I had a physical copy, of course, but not an existential one.  I played the tape at night, with the lights off, in secret, nude and wrapped in nothing but a sleeping bag.  I would don my headphones and press play, but the imagery was too blinding, the smells too potent, the memories associated too vivid.  The record was not just a shimmering achievement, existing in some vacuum the way the work of Radiohead or Deerhunter does.  Astral Weeks leaves the aural space and enters the real world, occupying the room you are in.  Like Chiang Sung from Mortal Kombat the record had the ability to take on the qualities of those its encountered and for me it had assumed the identity of my ex, torturing me with smiles and smells, allusions to, and images of happier times.  Listening proved too daunting.

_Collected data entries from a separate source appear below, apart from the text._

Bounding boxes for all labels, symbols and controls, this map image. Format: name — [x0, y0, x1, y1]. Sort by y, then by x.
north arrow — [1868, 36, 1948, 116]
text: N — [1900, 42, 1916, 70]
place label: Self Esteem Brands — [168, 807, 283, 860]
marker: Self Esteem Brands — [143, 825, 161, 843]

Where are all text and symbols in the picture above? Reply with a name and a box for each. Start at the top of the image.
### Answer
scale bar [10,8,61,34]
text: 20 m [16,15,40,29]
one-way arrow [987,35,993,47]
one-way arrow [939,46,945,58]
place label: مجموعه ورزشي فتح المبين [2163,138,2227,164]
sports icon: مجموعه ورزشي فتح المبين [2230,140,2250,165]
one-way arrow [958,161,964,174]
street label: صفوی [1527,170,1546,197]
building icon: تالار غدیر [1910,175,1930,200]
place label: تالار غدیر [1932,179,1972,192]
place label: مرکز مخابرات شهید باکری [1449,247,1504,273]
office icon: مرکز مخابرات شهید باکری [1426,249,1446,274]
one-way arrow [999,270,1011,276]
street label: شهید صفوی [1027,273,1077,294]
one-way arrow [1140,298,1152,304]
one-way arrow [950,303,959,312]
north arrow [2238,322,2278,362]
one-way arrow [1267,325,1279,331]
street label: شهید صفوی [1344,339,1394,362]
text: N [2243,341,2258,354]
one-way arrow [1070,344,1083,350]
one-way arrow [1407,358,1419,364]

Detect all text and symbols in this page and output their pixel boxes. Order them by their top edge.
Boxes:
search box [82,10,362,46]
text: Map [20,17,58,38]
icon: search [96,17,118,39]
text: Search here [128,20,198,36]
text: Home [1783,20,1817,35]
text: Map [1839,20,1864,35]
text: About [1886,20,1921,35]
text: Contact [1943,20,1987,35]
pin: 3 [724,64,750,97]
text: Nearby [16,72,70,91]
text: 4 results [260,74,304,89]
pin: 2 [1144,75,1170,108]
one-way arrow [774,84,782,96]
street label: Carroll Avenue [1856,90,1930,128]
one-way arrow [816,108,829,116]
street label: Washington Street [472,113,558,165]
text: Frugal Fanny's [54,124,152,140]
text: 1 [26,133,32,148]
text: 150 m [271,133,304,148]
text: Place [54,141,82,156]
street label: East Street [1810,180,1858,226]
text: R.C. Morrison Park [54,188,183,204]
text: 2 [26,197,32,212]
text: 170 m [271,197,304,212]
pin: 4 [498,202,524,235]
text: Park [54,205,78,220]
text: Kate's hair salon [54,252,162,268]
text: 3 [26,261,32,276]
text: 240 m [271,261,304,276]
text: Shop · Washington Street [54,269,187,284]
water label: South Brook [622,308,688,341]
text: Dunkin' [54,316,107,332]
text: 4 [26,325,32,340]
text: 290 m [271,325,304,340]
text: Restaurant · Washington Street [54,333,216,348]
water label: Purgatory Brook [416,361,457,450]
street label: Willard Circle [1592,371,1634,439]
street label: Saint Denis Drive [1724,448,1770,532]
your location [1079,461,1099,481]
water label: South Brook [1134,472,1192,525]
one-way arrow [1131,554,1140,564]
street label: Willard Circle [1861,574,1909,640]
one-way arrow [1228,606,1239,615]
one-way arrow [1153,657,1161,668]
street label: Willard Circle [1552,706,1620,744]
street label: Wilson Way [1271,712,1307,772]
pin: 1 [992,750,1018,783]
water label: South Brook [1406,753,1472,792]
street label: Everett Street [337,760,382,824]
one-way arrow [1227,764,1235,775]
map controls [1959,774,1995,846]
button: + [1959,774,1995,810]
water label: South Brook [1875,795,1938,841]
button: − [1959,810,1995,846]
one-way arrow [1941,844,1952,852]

So for a period of time, my life was without Van Morrison.

Those were dark times.  It lead to a lot of comfort eating, and too much jerking off to weird porn.

I wasn’t sure what I was going to do with myself.  Then Veedon Fleece emerged.

I wasn’t looking for it.  I was actively avoiding all things Van Morrison by this point.  But the record just sort of appeared, finding me in a way that was too supernatural and strange for me to get into here.  Suffice it to say that I may as well have acquired the record from a mysterious curio shop in Chinatown.

Perhaps the strangest thing about it was that, I had never heard of it.  If the title had ever come up I must have mentally lumped it in with all that out of touch late-period stuff that I thought I could ignore.  Stuff like the too smooth Wavelength (1978) and the embarrassing Inarticulate Speech of the Heart (1983).  But it turned out that this record had a reputation, like some legendary figure you hear about in your highschool, some hip thug whose name was called in homeroom everyday, but who never appeared. I learned that Robyn Hitchcock had covered “Fair Play,” C. J. Chenier (son of fabled king of zydeco Clifton Chenier) had done a zydeco tribute to “Comfort You,” and Elvis Costello gushed about “Linden Arden Stole the Highlights.”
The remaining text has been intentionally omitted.